Since I committed myself to writing at the end of last July, I’ve completely blown away my goals almost every month. Even when I essentially took three whole weeks off from writing anything in the middle of fall, I missed the 51.5k October goal by less than 600 words and while I barely wrote for half of November, I still pulled in 26,000 words.

Taking a look at things, I now have 9 full months of data. If I go back month by month, simplifying a bit so I’m just looking at the basic drafting fiction and nonfiction goals, it looks like this:

(There are a couple of cell references here and there that don’t seem quite right, but I haven’t dug into all of them. Totals might be slightly different than previously reported, in either direction.)

Editing, plotting, and such have targets that aren’t word count dependent, though I do track how word counts are affected. In December, I actually dropped the drafting targets a lot to try to focus more on editing, and while I managed the editing focus on days off, I continued to produce a lot on the drafting side anyway. Mostly, I hit the basic targets, and sometimes a lot more, and while some things took longer than I actually wanted to, they didn’t take more than the actual background goals I’ve set on the writing calendar. (For the Undead stories, for example, editing looked like it was spread across large timeframe, but there are 40 of them that I wanted at it for eventual inclusion in a collection I don’t intend to release until late this year.) I’ve done plotting on stuff I can’t write until next year, even assuming I maintain the quite impressive, in my mind, pace I’ve been working at in 2019 so far.

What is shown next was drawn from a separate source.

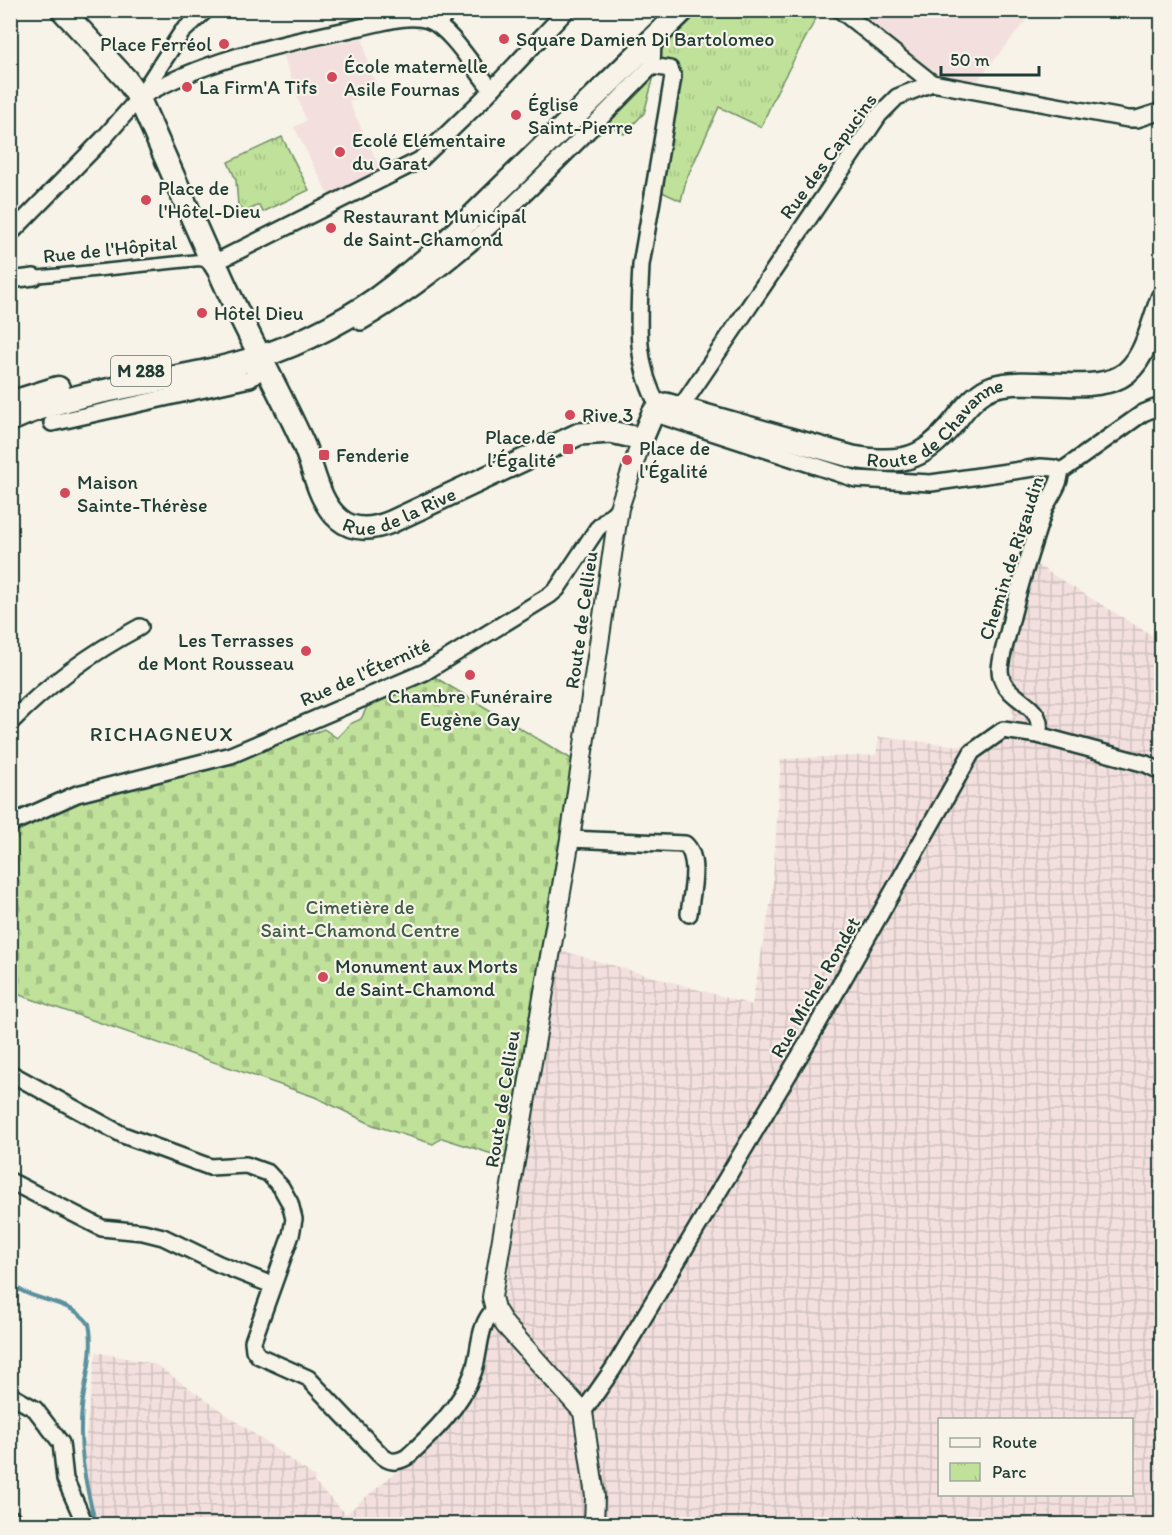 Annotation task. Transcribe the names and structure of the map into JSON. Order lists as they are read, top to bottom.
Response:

The targets I go after are set daily based on what data I have and what I expect to be working. Days off are modified by anticipated events but tend to focus more on things that have already had their first draft, whether it’s editing, polishing, or prepping for publication. But, five days a week, I am looking for 2000 drafted words each day: 1000 on the primary project which is usually a novel, 500 on the secondary fiction project, which has often been a different novel in recent months but is really supposed to be short fiction most of the time, and 500 words of nonfiction, normally a journal entry or a blog post. 2000 words per day, 10,000 words per week. My two days off each week from the job that pays the bills, I try to spend several hours on creative pursuits each day, but the nature of those, mostly editing, suggests a much, much lower word count.

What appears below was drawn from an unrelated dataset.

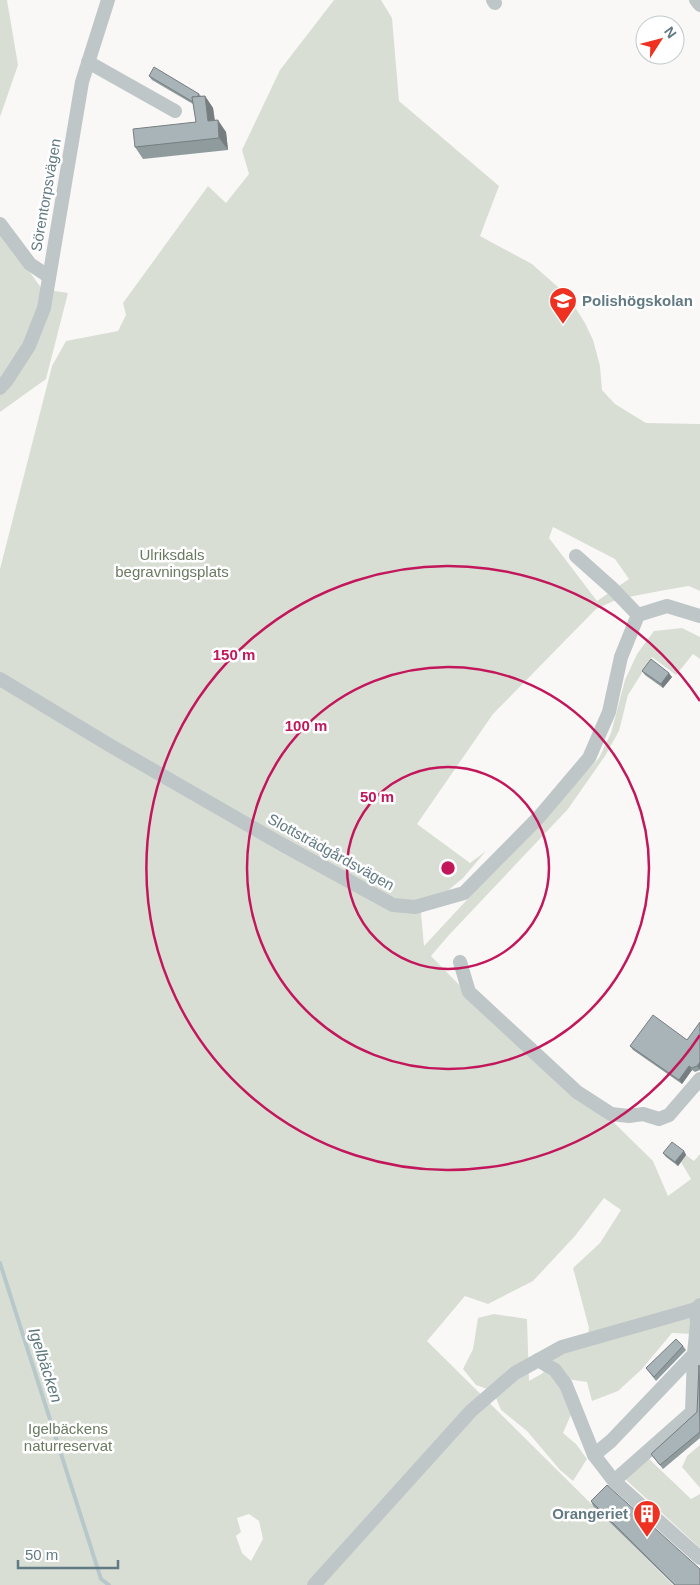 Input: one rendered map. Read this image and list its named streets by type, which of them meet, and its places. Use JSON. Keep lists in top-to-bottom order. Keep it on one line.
{"streets":{"street":["Sörentorpsvägen","Slottsträdgårdsvägen"]},"water":["Igelbäcken"],"parks":["Ulriksdals begravningsplats","Igelbäckens naturreservat"],"places":{"school or university":["Polishögskolan"],"building":["Orangeriet"]},"scale_bar":"50 m","north":"top right","rings":["150 m","100 m","50 m"]} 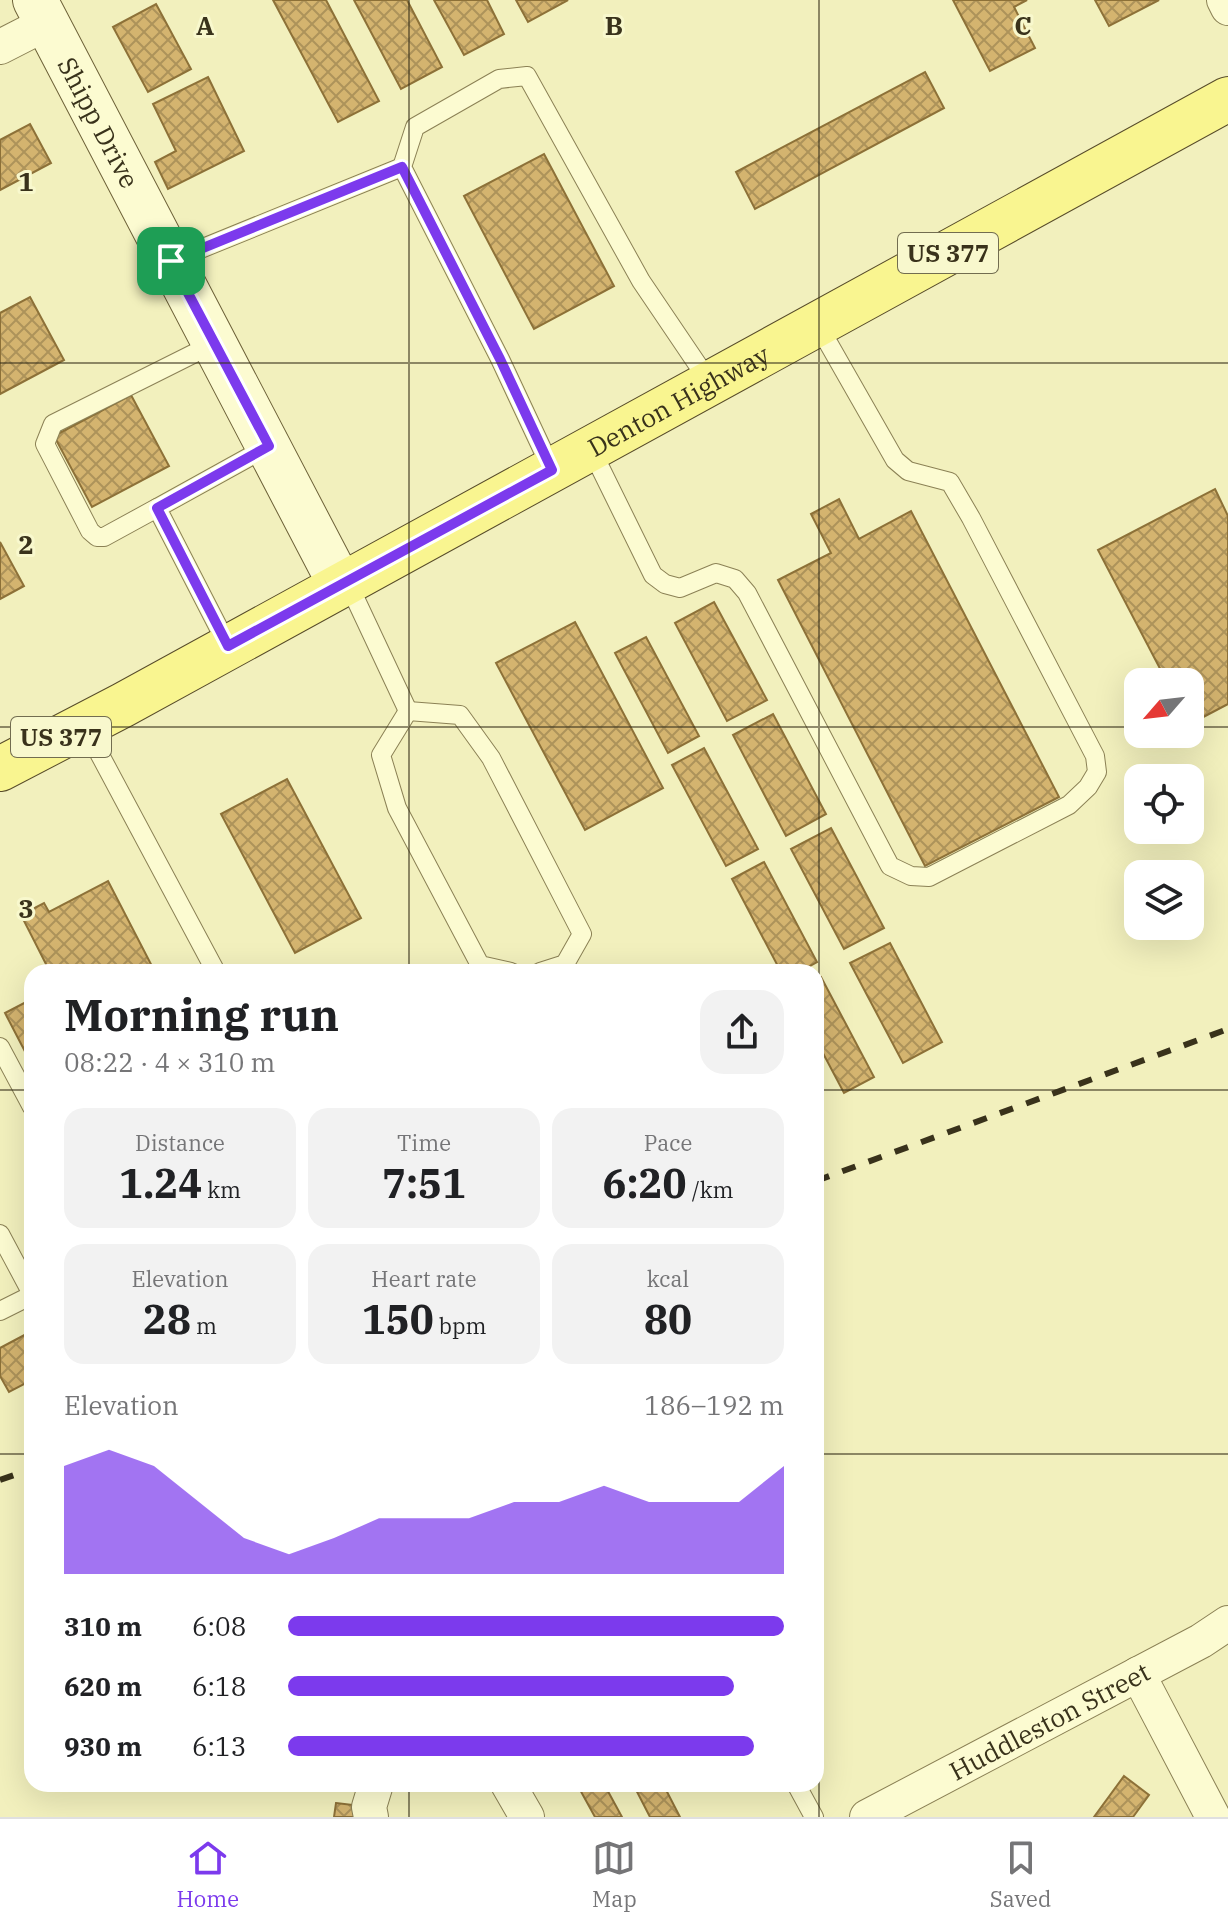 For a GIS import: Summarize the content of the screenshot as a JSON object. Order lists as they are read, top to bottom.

All that said, at a high level, not distinguishing weekdays from weekends, I’m averaging 2500 words per writing day so far this year, with only one missed writing day since the calendar turned over. That should mean a 30-day month, in theory, averages about 75,000 words considering all sources.

But going back to the dailies, if the average commuting month has 22 days in it, that means I’m only setting my actual goal at 44,000 words on. Meaning, all things being equal, I’m exceeding the overall targets I set by more than 70%.

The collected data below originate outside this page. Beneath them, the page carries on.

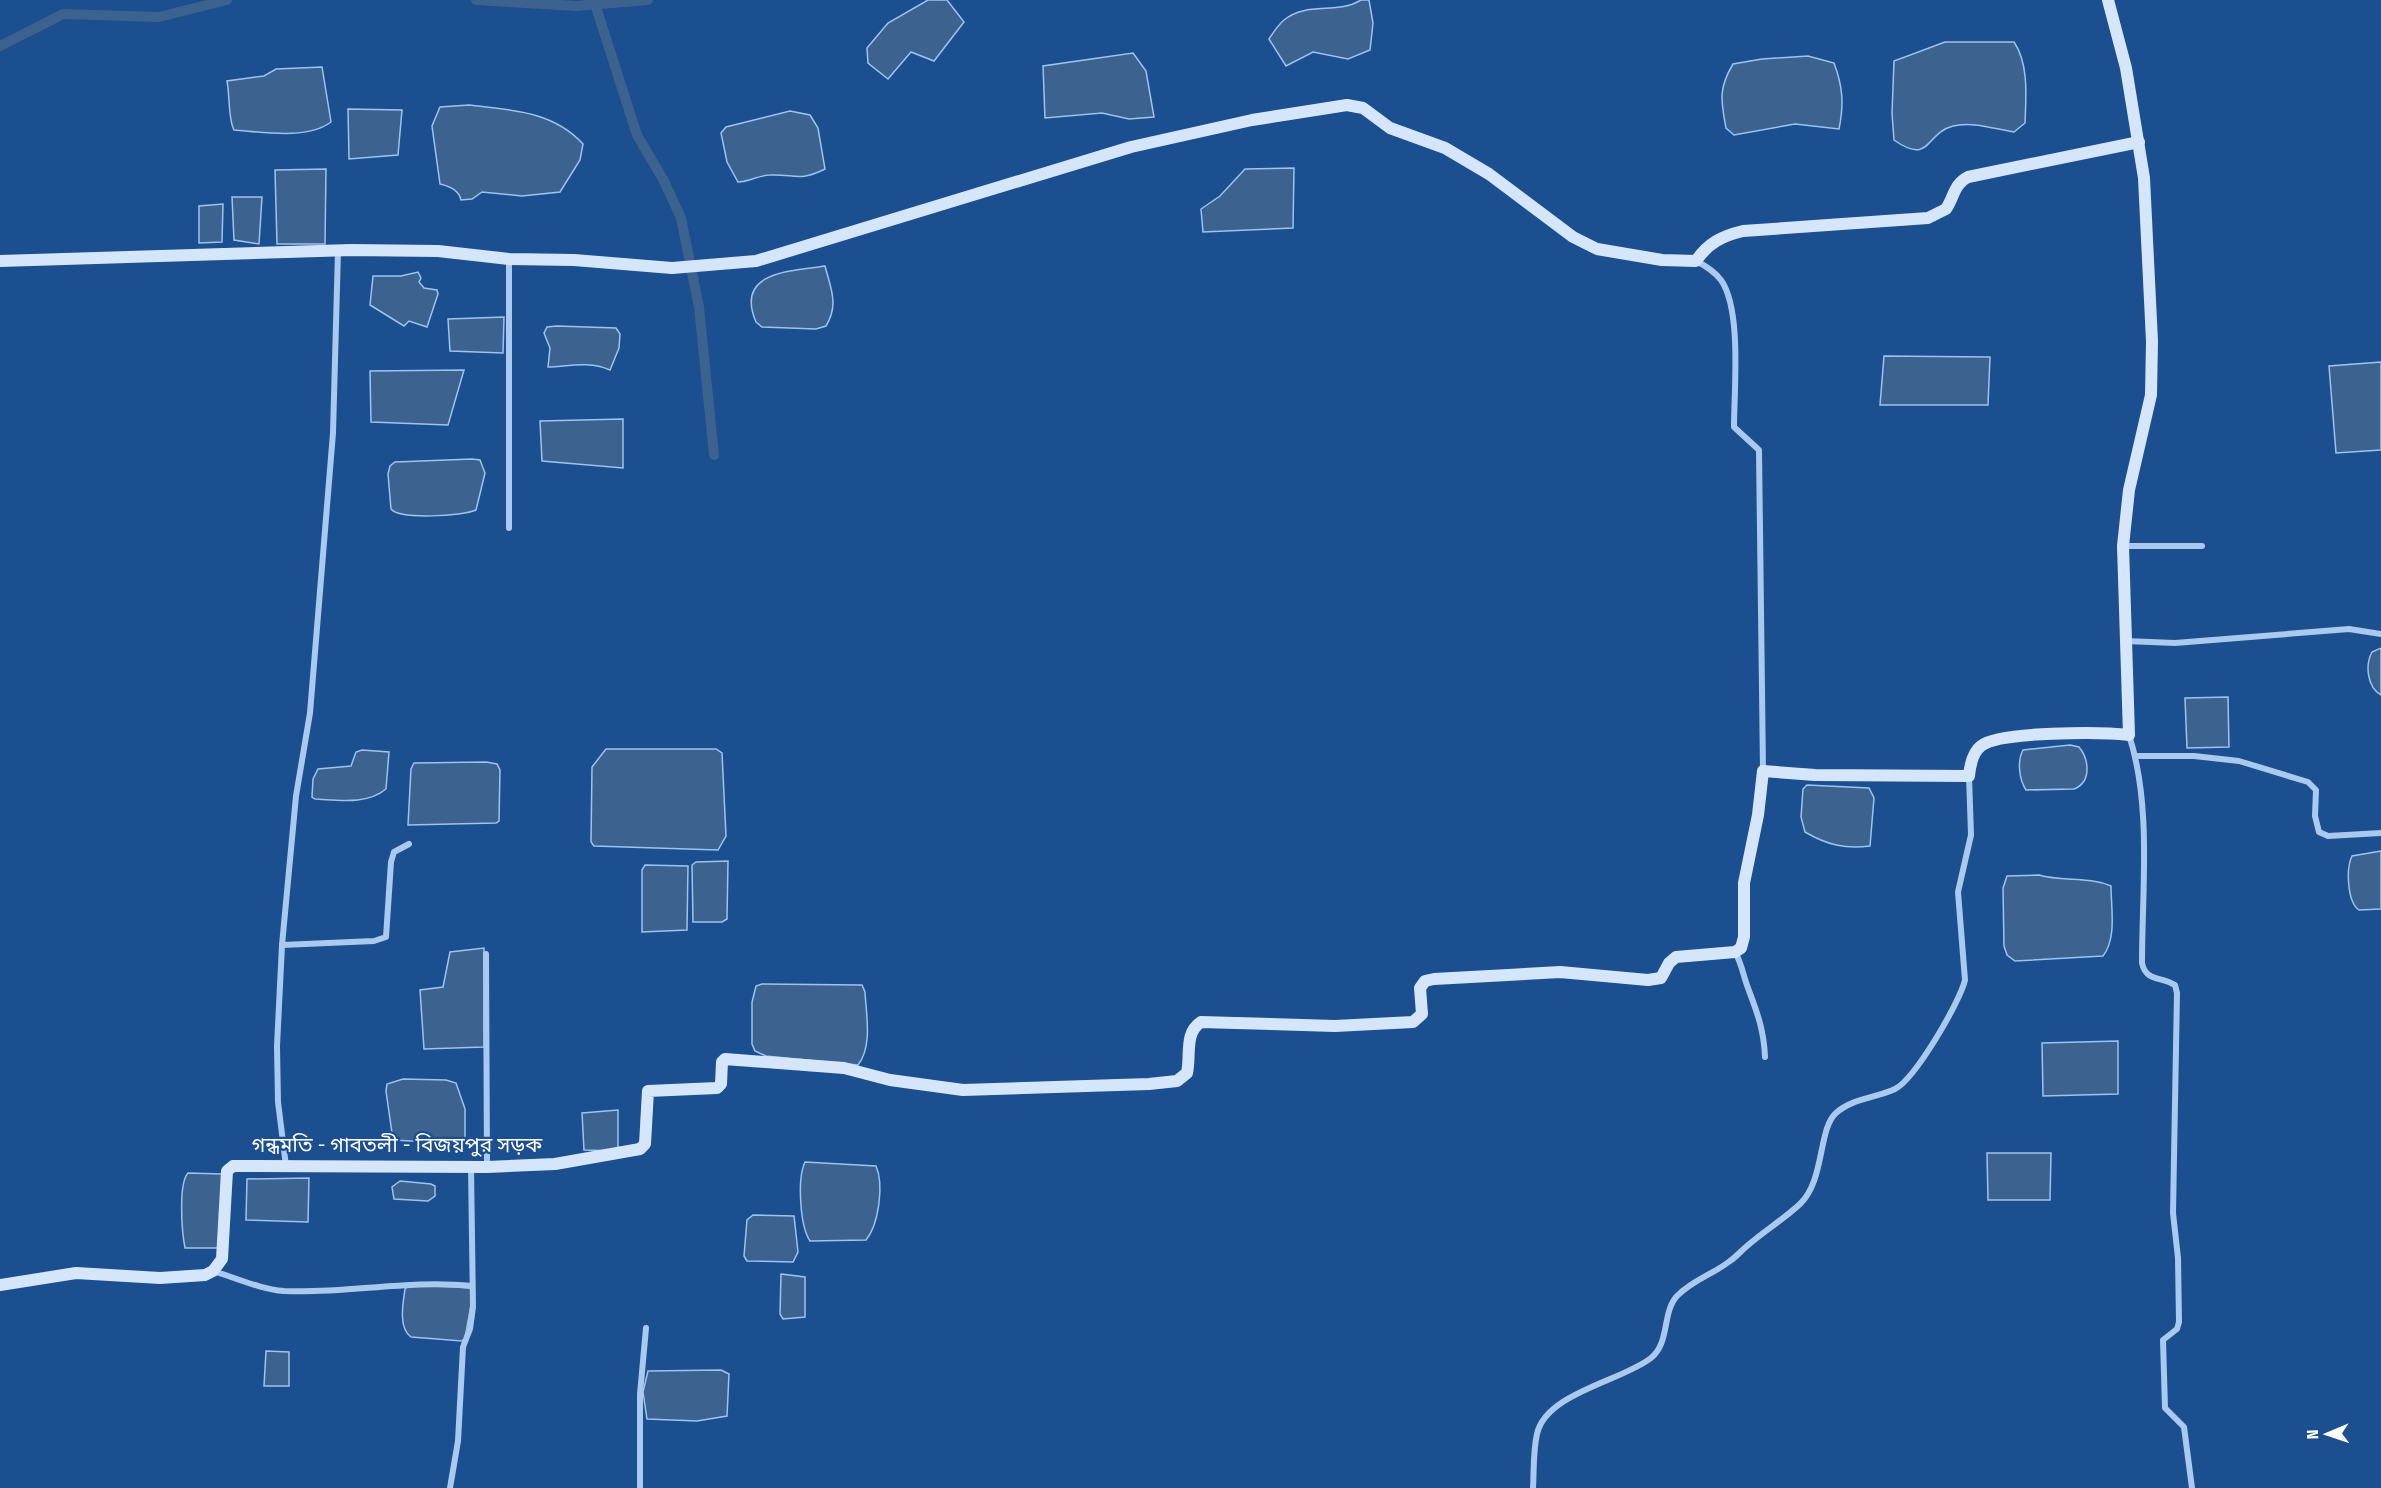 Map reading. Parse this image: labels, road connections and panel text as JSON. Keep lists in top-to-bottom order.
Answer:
{
  "streets": {
    "main road": ["গন্ধমতি - গাবতলী - বিজয়পুর সড়ক"]
  },
  "north": "left"
}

Transition: I am making things too easy myself.

The question I find myself asking is if it’s more intellectually and emotionally satisfying to totally destroy a goal you know was a cakewalk, or to just make, or even just miss, a goal you know you had to work hard for?

The more I consider it, the more I think the second option is likely to get me to work harder. It’s nice to smash those daily word counts and it’s beautiful to look back in the month and see the overalls being so much higher than my plan, but I think I’m past the point where the goals I’m setting are particularly meaningful. I’m setting those monthly goals, and accumulation of the lease, just for the sake of setting them. From where I’m drafting this post, I can already see, based on current trends, just about exactly where I’m going to hit all the targets remaining for May, and it’s well before the end of the month. Even with a very light counts from the first five days, by the 8th my average was already 2000 WPD.

I think, for June, I’m going to try an experiment. The goals for June are going to push into the upper territory of what I’ve been consistently doing. In fact, I think I’m going to revise the daily goals for May from this point forward (and only forward, because retconning is a horrible practice), and by the time this posts, because things already slotted, those revisions will probably already have been in effect for a few days.

Be well, everyone.

Addendum: the original draft of this post was dictated very early in the morning on May 9th. I did decide to revise these goals fairly heavily right after writing the post. The revised goals, and they’re entirely on the drafting side of things, because it’s very, very hard to predict the word count change in editing session will produce on any given thing, are as follows:

Primary novel project: 25,750 words.

Secondary fiction projects, taken as a whole: 15,750 words

Non-fiction writing of all sorts: 14,050 words.

Total drafting targets for May now set at 55,550 words, up from the original 40,000. Remembering that these kicked in on May 9th and that there was a vacation involved the beginning of the month, this is still a 39% increase. It goes there by taking my daily goals to the basic average for what I’ve been doing on commuting days (1250 primary fiction, 750 secondary fiction, 650 non-fiction) and adding some small goals for non commuting days.

I will possibly make further adjustments for June. We’ll see where things wind up and if this will push me a little bit harder.

Be well, everyone.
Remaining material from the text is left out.